Sri Lanka will experience its first lunar eclipse for this year on 15 June from 10.54 p.m., Planetarium sources said.
This lunar eclipse will begin at 10.54 p.m. on 15 June and it will end on 4.30 a.m. 16 on June. The total eclipse begins at 12.52 a.m. on 16 June and the point of greatest eclipse occurs at 1.42 a.m. A lunar eclipse occurs when the moon passes behind the earth so that the earth blocks the sun’s rays from striking the moon.
This can occur only when the Sun, Earth, and Moon are aligned exactly, or very closely so, with the Earth in the middle. Hence, there is always a full moon on the night of a lunar eclipse.

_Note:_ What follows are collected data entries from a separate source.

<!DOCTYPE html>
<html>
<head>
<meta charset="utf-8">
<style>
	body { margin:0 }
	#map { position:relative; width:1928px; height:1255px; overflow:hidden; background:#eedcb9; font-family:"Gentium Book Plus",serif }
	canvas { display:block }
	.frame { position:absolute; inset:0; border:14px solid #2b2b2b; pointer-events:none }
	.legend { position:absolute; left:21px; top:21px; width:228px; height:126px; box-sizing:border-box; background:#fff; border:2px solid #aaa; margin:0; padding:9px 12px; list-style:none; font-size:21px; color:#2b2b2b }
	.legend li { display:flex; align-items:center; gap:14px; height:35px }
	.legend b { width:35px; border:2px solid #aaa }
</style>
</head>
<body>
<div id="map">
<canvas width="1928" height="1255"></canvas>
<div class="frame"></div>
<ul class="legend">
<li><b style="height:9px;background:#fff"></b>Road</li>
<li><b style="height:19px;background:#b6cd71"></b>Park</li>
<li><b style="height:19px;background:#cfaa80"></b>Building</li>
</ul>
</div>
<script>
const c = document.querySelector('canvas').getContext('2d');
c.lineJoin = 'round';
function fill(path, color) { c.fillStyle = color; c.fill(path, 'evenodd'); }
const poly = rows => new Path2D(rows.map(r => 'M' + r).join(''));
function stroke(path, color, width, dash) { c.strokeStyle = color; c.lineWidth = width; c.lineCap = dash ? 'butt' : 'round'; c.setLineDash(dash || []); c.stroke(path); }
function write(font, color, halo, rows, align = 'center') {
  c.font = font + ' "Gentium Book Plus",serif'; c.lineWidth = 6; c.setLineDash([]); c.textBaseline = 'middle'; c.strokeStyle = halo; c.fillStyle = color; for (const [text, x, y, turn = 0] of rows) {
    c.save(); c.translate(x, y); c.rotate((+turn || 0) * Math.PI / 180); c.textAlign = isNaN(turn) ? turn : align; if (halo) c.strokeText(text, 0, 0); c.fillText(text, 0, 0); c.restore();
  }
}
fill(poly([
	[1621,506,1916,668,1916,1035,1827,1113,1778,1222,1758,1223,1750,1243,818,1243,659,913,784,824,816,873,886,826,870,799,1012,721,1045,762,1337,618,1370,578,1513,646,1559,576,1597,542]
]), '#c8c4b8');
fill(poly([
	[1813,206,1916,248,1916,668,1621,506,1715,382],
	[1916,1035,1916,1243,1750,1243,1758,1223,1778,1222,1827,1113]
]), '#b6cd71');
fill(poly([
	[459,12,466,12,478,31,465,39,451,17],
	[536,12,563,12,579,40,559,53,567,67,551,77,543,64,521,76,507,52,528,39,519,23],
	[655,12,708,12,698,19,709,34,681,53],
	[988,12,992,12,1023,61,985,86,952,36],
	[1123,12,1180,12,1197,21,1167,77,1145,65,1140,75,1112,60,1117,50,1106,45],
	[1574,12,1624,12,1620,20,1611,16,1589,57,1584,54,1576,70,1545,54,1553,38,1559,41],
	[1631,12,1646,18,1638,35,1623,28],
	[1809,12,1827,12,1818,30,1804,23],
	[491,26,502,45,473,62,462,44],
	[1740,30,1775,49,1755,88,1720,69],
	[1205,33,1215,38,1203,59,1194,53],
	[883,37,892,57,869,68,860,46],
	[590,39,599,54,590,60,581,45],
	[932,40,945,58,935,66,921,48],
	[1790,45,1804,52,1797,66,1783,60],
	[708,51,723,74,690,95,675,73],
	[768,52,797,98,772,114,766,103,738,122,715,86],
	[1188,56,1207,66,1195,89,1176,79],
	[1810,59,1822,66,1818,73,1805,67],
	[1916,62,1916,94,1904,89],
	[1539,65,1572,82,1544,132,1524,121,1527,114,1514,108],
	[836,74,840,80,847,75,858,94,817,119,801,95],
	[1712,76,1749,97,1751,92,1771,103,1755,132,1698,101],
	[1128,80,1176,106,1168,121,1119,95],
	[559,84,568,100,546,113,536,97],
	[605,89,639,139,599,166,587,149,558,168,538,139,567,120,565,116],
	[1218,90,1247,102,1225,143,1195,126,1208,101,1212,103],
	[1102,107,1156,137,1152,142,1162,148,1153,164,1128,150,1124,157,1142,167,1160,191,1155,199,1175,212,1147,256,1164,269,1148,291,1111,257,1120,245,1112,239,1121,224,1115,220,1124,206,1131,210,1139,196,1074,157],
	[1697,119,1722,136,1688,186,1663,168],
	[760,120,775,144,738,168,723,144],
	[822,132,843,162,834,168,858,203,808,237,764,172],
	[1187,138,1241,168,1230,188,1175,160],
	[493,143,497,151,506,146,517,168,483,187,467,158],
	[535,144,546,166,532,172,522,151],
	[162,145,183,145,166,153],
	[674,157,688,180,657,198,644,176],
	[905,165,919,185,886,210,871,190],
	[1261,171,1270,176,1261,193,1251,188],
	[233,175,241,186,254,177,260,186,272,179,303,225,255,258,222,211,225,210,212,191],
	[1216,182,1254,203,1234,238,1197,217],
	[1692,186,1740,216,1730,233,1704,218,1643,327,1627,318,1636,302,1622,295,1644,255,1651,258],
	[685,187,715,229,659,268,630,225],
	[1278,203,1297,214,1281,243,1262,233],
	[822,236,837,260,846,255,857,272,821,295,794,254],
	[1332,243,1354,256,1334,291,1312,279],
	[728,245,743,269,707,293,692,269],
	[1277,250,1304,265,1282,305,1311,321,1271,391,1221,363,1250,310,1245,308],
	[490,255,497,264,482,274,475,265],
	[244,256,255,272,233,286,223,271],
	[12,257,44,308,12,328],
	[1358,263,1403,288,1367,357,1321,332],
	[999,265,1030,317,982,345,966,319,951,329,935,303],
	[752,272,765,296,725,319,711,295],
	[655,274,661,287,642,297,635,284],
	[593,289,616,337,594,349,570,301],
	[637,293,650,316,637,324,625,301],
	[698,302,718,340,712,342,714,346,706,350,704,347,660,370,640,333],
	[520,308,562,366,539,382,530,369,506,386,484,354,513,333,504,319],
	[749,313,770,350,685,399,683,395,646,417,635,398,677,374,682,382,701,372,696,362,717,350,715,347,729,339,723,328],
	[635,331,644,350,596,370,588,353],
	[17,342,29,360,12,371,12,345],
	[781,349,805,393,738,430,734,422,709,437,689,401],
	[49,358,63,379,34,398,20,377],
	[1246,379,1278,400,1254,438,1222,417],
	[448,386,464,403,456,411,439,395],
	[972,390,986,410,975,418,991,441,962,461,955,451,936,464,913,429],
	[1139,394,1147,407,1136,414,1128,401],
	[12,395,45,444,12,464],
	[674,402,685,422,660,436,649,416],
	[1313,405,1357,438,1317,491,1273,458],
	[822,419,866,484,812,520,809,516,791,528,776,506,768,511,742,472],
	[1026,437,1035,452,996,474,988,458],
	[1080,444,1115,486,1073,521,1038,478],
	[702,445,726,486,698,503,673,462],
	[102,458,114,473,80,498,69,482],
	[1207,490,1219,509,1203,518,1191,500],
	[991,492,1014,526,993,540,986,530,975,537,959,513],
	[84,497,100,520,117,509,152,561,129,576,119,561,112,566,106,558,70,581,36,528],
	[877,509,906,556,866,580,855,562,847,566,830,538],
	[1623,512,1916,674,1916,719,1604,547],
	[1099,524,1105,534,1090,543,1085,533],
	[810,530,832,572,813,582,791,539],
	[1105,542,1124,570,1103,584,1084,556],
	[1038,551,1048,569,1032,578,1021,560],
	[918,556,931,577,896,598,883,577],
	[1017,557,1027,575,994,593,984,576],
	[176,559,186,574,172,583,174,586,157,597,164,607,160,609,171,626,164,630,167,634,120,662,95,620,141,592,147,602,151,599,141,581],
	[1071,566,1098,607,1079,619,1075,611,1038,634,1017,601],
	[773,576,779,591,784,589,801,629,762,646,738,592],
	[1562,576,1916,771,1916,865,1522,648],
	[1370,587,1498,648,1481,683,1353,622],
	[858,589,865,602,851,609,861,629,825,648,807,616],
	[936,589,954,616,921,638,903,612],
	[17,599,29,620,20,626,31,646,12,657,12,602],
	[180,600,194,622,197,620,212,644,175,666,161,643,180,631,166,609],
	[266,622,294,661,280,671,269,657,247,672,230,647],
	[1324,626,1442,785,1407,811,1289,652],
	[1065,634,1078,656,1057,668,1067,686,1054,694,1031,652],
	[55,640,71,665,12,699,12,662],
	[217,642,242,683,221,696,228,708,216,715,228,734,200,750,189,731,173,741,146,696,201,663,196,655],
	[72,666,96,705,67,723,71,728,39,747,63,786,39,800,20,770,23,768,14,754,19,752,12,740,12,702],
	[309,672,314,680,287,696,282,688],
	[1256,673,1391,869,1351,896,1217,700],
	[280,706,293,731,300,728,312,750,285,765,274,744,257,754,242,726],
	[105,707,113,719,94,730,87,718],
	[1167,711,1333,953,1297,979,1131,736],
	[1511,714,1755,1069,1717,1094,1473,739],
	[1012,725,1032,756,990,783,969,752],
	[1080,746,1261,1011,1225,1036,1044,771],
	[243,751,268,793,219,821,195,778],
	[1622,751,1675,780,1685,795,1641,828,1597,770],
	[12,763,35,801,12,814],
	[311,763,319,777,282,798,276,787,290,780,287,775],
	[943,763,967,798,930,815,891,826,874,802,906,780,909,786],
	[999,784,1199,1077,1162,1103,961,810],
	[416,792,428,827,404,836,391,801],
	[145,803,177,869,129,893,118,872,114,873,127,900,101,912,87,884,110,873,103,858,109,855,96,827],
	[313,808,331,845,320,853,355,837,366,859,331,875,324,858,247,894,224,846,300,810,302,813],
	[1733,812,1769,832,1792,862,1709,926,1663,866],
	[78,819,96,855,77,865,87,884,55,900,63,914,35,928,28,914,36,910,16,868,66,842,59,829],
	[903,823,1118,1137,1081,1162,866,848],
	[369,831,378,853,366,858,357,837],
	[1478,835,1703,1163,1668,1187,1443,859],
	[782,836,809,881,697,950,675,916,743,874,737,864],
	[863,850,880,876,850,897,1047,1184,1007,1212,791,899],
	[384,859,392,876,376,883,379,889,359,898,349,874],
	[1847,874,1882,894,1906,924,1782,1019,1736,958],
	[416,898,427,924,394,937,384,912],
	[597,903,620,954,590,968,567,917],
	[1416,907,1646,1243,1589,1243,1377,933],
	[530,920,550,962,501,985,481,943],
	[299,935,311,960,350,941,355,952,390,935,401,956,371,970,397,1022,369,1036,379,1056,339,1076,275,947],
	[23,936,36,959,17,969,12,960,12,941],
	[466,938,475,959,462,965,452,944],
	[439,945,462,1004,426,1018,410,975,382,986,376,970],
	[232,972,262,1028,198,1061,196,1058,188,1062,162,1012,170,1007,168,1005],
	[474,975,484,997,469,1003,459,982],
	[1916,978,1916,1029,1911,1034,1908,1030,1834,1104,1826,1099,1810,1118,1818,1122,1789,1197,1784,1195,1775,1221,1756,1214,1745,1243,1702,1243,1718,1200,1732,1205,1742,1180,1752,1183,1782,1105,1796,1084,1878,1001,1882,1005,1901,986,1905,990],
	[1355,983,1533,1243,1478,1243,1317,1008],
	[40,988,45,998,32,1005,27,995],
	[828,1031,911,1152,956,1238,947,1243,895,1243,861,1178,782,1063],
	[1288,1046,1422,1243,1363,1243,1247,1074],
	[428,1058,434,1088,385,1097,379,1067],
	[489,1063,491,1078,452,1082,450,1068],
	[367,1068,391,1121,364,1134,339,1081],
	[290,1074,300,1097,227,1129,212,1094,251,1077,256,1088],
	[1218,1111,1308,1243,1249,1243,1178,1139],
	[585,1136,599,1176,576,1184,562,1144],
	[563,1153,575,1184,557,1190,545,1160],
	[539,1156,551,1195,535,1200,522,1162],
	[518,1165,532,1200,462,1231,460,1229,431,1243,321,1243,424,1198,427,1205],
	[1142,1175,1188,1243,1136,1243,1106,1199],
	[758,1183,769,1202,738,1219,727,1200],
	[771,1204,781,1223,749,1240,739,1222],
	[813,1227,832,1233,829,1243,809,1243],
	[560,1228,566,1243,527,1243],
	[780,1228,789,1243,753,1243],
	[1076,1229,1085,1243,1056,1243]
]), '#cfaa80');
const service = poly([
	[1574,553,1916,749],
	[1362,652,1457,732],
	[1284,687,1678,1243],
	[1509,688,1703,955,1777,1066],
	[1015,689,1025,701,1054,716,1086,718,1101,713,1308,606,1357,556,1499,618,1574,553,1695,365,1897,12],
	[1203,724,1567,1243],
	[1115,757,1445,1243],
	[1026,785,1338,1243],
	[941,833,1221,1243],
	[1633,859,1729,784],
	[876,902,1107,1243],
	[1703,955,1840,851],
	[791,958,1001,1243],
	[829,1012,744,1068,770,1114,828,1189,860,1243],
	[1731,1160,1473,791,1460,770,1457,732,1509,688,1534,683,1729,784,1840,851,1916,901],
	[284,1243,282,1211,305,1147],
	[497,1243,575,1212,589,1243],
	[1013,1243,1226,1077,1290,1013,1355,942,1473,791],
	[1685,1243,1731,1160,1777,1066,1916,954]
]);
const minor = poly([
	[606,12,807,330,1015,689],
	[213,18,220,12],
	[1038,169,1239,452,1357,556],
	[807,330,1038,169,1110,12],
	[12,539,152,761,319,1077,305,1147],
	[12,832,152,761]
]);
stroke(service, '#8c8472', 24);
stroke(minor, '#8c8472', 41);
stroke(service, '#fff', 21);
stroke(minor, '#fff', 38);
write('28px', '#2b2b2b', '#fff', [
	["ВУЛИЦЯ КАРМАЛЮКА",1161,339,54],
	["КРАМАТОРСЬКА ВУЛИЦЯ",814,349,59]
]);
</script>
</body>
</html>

The type and length of an eclipse depend upon the Moon’s location relative to its orbital nodes.
Unlike a solar eclipse, which can only be viewed from a certain relatively small area of the world, a lunar eclipse may be viewed from anywhere on the night side of the Earth. A lunar eclipse lasts for a few hours, whereas a total solar eclipse lasts for only a few minutes at any given place. Some lunar eclipses have been associated with important historical events.
The total lunar eclipse on 15 June will be a central eclipse, visible over Europe and South America after sunset, over Africa and most of Asia, and Australia before sunrise.
The Moon could turn red in colour during a total lunar eclipse. It will be one of the darkest eclipse in history and will be second only to the 16 July, 2000 total lunar eclipse because the moon passes almost exactly in front of the centre of the Earth’s shadow.
The most recent total lunar eclipse occurred on 21 December, 2010.